Haystack 集成入门

您可以将MongoDB Vector Search 与 Haystack 集成，以构建具有 LLM 的自定义应用程序并实现检索增强生成 (RAG)。本教程演示如何开始使用MongoDB Vector Search with Haystack 对数据执行语义搜索并构建RAG实施。具体来说，您执行以下操作：

设置环境。
创建MongoDB Vector Search索引。
在MongoDB中存储自定义数据。
使用 MongoDB Vector Search 来回答有关数据的问题，从而实施RAG。

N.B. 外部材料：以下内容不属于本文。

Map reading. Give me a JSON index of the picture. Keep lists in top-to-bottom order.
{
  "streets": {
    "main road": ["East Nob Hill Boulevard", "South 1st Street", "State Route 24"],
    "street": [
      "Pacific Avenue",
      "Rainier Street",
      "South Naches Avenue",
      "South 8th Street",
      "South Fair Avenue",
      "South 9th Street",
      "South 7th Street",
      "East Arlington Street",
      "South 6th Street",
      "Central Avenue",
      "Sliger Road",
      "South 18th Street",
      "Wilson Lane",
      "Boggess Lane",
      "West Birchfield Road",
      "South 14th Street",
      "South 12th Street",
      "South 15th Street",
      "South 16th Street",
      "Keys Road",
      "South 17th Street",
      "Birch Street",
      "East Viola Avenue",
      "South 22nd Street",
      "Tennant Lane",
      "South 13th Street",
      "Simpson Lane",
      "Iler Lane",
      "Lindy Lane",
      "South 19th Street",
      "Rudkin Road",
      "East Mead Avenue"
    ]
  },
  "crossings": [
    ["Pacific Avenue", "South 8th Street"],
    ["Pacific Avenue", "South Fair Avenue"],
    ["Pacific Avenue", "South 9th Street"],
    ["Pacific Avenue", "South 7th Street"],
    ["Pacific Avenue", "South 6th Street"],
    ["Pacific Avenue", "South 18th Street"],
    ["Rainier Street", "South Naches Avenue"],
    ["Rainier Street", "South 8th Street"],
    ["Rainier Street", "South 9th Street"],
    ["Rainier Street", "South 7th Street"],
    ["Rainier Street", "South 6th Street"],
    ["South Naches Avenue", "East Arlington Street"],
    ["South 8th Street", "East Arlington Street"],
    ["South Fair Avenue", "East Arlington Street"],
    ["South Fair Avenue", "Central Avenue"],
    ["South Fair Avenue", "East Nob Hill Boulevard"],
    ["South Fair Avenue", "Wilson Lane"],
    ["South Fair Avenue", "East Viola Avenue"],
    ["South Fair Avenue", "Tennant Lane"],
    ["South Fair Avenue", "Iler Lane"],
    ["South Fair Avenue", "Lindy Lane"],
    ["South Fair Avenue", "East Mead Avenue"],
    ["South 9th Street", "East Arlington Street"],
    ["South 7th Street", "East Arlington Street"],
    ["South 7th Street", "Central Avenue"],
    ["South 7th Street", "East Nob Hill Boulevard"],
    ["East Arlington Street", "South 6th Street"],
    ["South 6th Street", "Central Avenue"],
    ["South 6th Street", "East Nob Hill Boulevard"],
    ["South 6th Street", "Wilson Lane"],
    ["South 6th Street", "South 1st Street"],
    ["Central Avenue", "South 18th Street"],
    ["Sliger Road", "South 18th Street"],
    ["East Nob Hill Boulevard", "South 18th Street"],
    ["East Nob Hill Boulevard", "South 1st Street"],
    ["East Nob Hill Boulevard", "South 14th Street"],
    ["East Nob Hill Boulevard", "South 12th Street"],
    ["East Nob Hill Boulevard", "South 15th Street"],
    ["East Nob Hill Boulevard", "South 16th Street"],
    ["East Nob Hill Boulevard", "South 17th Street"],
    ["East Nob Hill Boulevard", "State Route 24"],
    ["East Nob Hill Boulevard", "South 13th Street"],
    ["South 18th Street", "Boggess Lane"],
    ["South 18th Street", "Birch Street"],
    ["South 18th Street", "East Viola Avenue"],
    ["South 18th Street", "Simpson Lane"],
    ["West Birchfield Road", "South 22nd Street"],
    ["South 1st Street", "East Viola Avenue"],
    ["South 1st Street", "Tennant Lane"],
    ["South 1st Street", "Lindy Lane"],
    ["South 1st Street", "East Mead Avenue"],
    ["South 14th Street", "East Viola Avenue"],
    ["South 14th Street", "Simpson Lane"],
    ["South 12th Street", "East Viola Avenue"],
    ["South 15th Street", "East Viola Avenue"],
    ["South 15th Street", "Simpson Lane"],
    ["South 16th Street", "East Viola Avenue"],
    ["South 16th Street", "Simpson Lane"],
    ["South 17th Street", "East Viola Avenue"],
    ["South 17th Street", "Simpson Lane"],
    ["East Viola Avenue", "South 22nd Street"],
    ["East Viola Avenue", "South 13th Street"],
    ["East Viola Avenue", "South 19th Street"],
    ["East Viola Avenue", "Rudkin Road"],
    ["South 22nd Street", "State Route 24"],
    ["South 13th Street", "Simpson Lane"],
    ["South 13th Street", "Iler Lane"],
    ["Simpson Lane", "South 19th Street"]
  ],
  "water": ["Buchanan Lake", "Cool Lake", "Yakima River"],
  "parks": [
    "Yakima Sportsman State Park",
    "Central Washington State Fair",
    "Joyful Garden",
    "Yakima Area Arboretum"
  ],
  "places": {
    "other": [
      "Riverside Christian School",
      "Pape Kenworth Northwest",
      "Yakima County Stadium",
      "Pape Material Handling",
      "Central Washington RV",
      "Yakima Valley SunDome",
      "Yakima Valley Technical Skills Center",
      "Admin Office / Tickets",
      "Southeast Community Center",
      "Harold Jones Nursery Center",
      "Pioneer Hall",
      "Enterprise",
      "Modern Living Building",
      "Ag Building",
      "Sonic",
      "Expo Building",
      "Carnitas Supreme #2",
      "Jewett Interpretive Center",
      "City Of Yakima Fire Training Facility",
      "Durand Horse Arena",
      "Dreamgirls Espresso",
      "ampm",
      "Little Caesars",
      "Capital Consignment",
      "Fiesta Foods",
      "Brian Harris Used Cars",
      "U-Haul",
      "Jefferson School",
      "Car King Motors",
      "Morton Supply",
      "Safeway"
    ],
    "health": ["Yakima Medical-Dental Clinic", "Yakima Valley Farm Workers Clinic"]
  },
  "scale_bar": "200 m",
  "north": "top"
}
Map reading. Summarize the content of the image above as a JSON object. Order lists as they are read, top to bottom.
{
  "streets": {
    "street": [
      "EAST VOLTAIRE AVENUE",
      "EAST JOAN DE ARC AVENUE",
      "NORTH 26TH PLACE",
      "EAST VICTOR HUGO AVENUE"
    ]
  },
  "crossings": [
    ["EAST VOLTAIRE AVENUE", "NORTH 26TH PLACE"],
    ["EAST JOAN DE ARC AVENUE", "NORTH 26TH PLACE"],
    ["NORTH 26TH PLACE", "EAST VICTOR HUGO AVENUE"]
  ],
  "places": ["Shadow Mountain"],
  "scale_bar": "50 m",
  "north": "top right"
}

使用本教程的可运行版本以作为 Python 笔记本。

背景

Haystack 是一个使用 LLM、嵌入模型和向量搜索构建自定义应用程序的框架。通过将MongoDB Vector Search 与 Haystack 集成，您可以将MongoDB用作向量数据库，并使用MongoDB Vector Search 从数据中检索语义相似的文档来实现RAG。要学习；了解有关 RAG 的更多信息，请参阅使用MongoDB检索增强生成 (RAG)。

步骤

先决条件

如要完成本教程，您必须具备以下条件：

以下MongoDB 集群类型之一：
- 一个 Atlas 集群，运行 MongoDB 6.0.11、7.0.2 或更高版本。请确保您的 IP 地址包含在 Atlas 项目的访问列表中。
- 使用Atlas CLI创建的本地Atlas部署。要学习；了解更多信息，请参阅创建本地Atlas部署。
- 安装了Search 和 Vector Search的MongoDB Community或 Enterprise集群。
OpenAI API密钥。您必须拥有一个具有可用于API请求的积分的 OpenAI 帐户。要学习；了解有关注册 OpenAI 帐户的更多信息，请参阅 OpenAI API网站。
Voyage AI API密钥。要创建API密钥，请参阅对API密钥建模。
用于运行Python项目（例如Colab。）的笔记本。

设置环境

为此教程设置环境。通过保存具有 .ipynb 扩展名的文件来创建交互式Python笔记本。此 Notebook 允许您单独运行Python代码片段，并且您将使用它来运行本教程中的代码。

要设立笔记本环境，请执行以下操作：

安装并导入依赖项。

运行以下命令：
```
pip install --quiet --upgrade mongodb-atlas-haystack voyage-embedders-haystack pymongo
```

运行以下代码，导入所需包：

import os
from haystack import Pipeline, Document
from haystack.document_stores.types import DuplicatePolicy
from haystack.components.writers import DocumentWriter
from haystack.components.generators import OpenAIGenerator
from haystack.components.builders.prompt_builder import PromptBuilder
from haystack_integrations.components.embedders.voyage_embedders import VoyageDocumentEmbedder, VoyageTextEmbedder
from haystack_integrations.document_stores.mongodb_atlas import MongoDBAtlasDocumentStore
from haystack_integrations.components.retrievers.mongodb_atlas import MongoDBAtlasEmbeddingRetriever
from pymongo import MongoClient
from pymongo.operations import SearchIndexModel

定义环境变量。

运行以下代码，将占位符替换为以下值：

您的 Voyage AI API密钥。
您的 OpenAI API 密钥。
MongoDB集群的连接字符串。

os.environ["VOYAGE_API_KEY"] = "<voyage-api-key>"
os.environ["OPENAI_API_KEY"] = "<openai-api-key>"
os.environ["MONGO_CONNECTION_STRING"]= "<connection-string>"

注意

将 <connection-string> 替换为您的 Atlas 集群或本地部署的连接字符串。

连接字符串应使用以下格式：

mongodb+srv://<db_username>:<db_password>@<clusterName>.<hostname>.mongodb.net

要学习；了解更多信息，请参阅通过客户端库连接到集群。

连接字符串应使用以下格式：

mongodb://localhost:<port-number>/?directConnection=true

要学习；了解更多信息，请参阅连接字符串。

创建MongoDB Vector Search 索引

在本部分中，您将创建 haystack_db数据库和 test集合来存储自定义数据。然后，要启用对数据的向量搜索查询，请创建MongoDB Vector Search索引。

运行以下代码以连接到MongoDB 集群。

client = MongoClient(os.environ.get("MONGO_CONNECTION_STRING"))

创建`haystack_db.test` 集合。

运行以下代码以创建 haystack_db 数据库和 test 集合。

# Create your database and collection
db_name = "haystack_db"
collection_name = "test"
database = client[db_name]
database.create_collection(collection_name)
# Define collection
collection = client[db_name][collection_name]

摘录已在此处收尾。